■ **Activity**
Please set down, word for word, each line from the one containing "353 170 329" through the final line of the records below, both included, and nothing else.

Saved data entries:
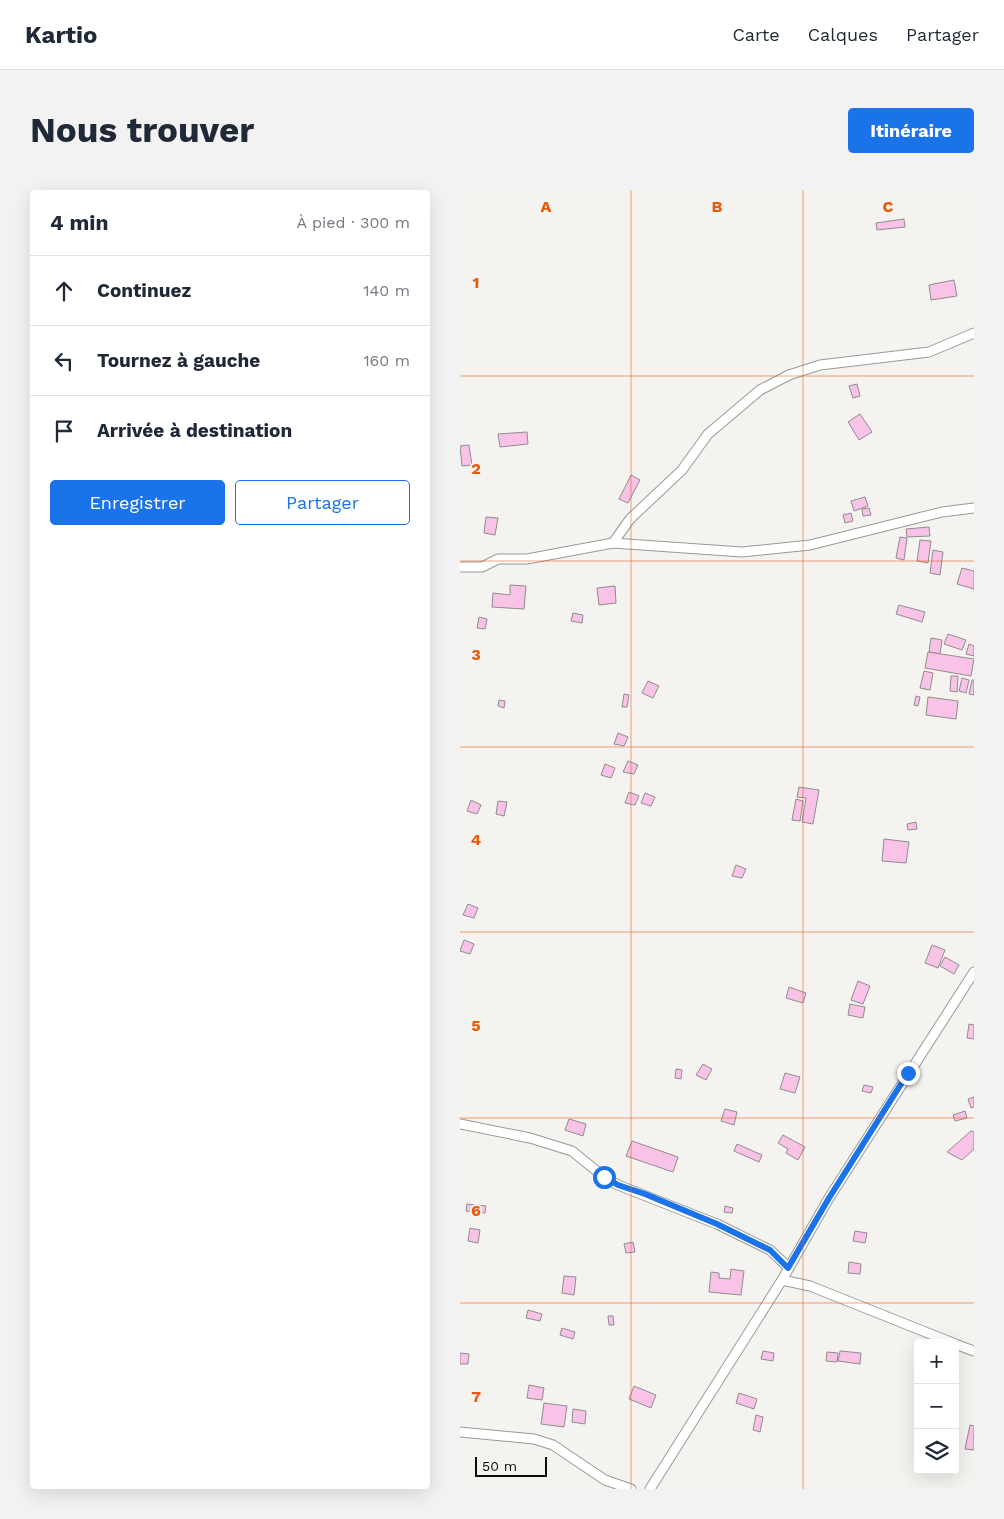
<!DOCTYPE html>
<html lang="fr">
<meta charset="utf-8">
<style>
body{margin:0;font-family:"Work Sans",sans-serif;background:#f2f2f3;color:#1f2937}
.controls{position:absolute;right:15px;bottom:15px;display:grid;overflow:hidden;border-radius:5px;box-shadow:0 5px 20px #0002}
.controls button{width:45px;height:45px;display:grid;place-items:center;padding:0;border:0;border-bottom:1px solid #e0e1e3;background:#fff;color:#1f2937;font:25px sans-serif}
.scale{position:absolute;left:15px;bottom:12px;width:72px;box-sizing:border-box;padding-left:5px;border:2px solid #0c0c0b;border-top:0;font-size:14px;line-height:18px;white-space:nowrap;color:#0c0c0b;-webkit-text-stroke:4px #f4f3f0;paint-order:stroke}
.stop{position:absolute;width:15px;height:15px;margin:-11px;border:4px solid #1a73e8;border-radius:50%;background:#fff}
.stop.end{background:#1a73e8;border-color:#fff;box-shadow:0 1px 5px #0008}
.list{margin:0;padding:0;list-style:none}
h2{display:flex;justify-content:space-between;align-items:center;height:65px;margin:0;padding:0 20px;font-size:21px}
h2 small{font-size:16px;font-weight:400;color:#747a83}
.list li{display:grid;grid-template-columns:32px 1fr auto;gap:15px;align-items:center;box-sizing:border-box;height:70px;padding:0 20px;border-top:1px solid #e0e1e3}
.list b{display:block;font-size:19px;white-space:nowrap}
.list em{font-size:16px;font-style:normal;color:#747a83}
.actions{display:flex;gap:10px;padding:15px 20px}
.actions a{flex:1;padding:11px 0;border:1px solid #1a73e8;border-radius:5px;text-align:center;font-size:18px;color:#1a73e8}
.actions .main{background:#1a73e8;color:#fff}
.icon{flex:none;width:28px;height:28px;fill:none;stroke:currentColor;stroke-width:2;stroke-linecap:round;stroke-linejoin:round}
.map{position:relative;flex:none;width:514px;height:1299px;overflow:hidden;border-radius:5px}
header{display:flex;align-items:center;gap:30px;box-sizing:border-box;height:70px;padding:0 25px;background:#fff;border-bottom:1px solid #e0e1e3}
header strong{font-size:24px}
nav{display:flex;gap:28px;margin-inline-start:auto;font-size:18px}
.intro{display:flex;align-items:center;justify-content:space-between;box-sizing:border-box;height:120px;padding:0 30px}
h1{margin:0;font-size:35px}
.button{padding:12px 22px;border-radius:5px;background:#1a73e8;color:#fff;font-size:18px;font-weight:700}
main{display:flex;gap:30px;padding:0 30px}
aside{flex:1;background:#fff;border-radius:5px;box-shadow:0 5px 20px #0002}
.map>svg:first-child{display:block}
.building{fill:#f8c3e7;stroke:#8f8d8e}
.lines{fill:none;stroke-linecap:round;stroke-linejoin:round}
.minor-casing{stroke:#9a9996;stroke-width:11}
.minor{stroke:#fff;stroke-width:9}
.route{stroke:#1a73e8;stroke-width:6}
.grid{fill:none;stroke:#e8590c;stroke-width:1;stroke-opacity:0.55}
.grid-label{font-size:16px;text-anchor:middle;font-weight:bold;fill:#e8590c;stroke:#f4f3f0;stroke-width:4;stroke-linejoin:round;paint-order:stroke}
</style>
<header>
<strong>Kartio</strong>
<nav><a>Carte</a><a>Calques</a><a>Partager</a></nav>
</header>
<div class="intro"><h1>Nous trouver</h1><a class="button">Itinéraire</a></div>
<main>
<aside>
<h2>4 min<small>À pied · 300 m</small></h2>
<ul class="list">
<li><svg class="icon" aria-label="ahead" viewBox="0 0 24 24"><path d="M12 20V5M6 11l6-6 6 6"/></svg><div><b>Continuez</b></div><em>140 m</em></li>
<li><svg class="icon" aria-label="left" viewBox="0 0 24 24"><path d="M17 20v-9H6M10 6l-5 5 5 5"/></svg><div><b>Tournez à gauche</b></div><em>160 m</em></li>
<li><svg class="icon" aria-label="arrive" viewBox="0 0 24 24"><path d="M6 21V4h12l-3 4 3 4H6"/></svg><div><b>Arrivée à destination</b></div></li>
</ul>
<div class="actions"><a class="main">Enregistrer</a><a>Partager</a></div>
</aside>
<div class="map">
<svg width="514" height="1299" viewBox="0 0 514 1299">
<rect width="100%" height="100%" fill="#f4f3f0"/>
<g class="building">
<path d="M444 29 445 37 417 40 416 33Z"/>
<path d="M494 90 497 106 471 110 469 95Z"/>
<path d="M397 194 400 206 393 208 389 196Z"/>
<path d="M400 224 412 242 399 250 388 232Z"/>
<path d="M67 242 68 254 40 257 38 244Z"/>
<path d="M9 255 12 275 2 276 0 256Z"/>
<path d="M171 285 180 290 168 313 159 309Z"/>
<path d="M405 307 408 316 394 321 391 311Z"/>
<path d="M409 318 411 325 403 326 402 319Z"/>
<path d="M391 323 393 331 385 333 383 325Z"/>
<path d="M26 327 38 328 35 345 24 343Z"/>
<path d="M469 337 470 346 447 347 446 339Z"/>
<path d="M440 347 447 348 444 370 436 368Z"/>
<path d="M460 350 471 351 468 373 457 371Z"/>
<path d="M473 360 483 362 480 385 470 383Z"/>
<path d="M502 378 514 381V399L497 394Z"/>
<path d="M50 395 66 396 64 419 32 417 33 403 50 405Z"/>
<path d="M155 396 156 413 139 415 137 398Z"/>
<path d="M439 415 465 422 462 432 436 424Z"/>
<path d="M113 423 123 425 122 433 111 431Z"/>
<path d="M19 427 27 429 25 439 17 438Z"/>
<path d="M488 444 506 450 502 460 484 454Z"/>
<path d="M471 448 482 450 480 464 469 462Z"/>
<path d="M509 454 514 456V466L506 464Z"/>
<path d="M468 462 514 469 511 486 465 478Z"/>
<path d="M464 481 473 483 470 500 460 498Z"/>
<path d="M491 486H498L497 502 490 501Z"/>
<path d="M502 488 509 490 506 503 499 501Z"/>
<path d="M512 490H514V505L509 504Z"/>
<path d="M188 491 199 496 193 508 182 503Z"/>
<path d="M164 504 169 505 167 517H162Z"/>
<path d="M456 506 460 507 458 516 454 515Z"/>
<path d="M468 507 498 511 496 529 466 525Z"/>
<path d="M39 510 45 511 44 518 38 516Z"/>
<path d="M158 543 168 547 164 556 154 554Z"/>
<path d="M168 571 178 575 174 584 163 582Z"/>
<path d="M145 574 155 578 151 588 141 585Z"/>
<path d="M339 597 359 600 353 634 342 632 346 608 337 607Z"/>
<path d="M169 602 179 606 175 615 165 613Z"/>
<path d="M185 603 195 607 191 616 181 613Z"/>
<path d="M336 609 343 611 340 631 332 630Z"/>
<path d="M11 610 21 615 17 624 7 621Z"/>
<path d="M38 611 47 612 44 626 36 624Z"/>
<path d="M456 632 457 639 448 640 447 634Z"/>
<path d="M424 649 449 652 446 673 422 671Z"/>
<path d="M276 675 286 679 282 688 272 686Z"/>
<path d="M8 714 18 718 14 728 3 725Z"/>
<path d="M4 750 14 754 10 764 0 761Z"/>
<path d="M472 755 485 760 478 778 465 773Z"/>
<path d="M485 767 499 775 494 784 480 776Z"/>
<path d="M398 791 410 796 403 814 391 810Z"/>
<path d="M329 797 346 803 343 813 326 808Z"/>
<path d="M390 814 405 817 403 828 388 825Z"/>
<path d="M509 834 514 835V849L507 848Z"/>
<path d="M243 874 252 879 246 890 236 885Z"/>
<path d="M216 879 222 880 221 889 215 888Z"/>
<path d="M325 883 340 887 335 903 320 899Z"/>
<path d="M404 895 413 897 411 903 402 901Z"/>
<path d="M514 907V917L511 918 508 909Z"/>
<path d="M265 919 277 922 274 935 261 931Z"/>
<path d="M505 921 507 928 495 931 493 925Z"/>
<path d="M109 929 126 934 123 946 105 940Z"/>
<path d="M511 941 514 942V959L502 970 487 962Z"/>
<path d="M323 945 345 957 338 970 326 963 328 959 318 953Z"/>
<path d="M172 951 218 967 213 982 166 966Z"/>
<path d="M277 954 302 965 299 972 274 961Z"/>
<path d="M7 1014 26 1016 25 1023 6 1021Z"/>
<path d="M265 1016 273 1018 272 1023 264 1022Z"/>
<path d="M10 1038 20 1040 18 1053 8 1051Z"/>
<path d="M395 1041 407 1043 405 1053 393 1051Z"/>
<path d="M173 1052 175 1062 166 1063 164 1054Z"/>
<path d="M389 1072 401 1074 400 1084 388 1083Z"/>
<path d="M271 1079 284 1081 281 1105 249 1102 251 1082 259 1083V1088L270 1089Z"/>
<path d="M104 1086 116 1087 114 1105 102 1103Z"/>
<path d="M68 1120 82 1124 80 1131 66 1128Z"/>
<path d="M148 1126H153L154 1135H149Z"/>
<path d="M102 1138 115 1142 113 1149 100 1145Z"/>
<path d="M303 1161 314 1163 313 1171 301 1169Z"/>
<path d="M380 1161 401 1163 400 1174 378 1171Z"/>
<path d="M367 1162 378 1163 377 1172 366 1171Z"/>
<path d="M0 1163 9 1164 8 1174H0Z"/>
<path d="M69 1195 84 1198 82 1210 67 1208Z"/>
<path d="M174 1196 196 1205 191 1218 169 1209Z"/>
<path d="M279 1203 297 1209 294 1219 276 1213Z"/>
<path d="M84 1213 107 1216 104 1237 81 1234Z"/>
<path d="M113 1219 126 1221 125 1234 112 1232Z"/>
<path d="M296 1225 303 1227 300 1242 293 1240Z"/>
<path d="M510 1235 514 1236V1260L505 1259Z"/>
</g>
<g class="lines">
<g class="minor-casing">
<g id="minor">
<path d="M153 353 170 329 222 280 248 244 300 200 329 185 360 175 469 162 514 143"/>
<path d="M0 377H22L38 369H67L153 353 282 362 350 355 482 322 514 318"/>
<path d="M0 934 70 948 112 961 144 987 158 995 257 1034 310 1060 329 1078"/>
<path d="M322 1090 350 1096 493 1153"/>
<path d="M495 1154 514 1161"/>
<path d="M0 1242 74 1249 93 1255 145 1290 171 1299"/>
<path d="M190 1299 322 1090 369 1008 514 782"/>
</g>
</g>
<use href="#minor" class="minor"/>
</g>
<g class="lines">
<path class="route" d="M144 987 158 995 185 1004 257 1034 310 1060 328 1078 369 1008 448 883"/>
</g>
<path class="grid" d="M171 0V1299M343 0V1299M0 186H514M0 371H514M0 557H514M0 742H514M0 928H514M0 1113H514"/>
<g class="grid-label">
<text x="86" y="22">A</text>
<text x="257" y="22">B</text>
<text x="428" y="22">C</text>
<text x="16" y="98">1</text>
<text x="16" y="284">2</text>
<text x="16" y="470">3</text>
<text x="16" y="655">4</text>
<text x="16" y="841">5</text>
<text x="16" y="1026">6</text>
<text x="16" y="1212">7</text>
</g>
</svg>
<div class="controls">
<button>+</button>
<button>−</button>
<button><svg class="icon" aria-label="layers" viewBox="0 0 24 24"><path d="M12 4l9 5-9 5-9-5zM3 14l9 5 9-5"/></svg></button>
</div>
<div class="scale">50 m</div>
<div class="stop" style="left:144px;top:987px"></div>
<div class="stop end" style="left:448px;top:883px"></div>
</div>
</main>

■ **The answer**
<path d="M153 353 170 329 222 280 248 244 300 200 329 185 360 175 469 162 514 143"/>
<path d="M0 377H22L38 369H67L153 353 282 362 350 355 482 322 514 318"/>
<path d="M0 934 70 948 112 961 144 987 158 995 257 1034 310 1060 329 1078"/>
<path d="M322 1090 350 1096 493 1153"/>
<path d="M495 1154 514 1161"/>
<path d="M0 1242 74 1249 93 1255 145 1290 171 1299"/>
<path d="M190 1299 322 1090 369 1008 514 782"/>
</g>
</g>
<use href="#minor" class="minor"/>
</g>
<g class="lines">
<path class="route" d="M144 987 158 995 185 1004 257 1034 310 1060 328 1078 369 1008 448 883"/>
</g>
<path class="grid" d="M171 0V1299M343 0V1299M0 186H514M0 371H514M0 557H514M0 742H514M0 928H514M0 1113H514"/>
<g class="grid-label">
<text x="86" y="22">A</text>
<text x="257" y="22">B</text>
<text x="428" y="22">C</text>
<text x="16" y="98">1</text>
<text x="16" y="284">2</text>
<text x="16" y="470">3</text>
<text x="16" y="655">4</text>
<text x="16" y="841">5</text>
<text x="16" y="1026">6</text>
<text x="16" y="1212">7</text>
</g>
</svg>
<div class="controls">
<button>+</button>
<button>−</button>
<button><svg class="icon" aria-label="layers" viewBox="0 0 24 24"><path d="M12 4l9 5-9 5-9-5zM3 14l9 5 9-5"/></svg></button>
</div>
<div class="scale">50 m</div>
<div class="stop" style="left:144px;top:987px"></div>
<div class="stop end" style="left:448px;top:883px"></div>
</div>
</main>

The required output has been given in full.